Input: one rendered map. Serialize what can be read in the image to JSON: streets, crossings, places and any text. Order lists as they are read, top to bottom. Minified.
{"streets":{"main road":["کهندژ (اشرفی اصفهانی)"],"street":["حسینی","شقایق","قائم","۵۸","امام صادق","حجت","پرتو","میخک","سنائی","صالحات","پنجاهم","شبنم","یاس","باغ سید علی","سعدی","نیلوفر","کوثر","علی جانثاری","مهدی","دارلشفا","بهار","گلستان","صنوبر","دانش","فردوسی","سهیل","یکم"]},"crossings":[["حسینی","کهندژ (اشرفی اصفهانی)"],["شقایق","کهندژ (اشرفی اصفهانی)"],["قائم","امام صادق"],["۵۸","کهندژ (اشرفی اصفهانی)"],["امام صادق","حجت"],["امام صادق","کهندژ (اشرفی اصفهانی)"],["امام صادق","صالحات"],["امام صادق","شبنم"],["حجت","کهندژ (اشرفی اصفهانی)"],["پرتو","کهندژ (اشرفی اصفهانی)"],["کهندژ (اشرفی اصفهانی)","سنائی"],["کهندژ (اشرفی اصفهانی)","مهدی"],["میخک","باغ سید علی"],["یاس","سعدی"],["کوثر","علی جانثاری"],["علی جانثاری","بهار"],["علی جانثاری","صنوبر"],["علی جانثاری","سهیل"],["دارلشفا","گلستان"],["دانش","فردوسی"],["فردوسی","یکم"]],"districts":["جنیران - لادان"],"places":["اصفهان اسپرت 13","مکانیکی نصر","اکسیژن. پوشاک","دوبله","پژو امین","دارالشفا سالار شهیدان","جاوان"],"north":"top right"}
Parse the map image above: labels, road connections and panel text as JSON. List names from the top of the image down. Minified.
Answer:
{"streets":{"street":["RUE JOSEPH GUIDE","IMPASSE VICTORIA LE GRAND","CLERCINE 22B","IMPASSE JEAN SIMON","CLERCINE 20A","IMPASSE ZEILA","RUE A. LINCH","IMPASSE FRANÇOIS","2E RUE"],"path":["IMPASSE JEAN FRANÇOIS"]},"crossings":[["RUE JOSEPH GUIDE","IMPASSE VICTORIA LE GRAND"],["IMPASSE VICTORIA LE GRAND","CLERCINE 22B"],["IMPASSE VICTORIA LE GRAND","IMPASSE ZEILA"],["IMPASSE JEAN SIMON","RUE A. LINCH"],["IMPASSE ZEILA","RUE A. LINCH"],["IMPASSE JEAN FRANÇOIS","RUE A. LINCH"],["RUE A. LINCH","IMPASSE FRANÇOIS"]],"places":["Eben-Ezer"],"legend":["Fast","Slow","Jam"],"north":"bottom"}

•••

◆ TO DO ◆
Line by line, check the listing above for the string "road" and say how many lines have it, giving the number alone.

◆ RESPONSE TO THE EXERCISE ◆
2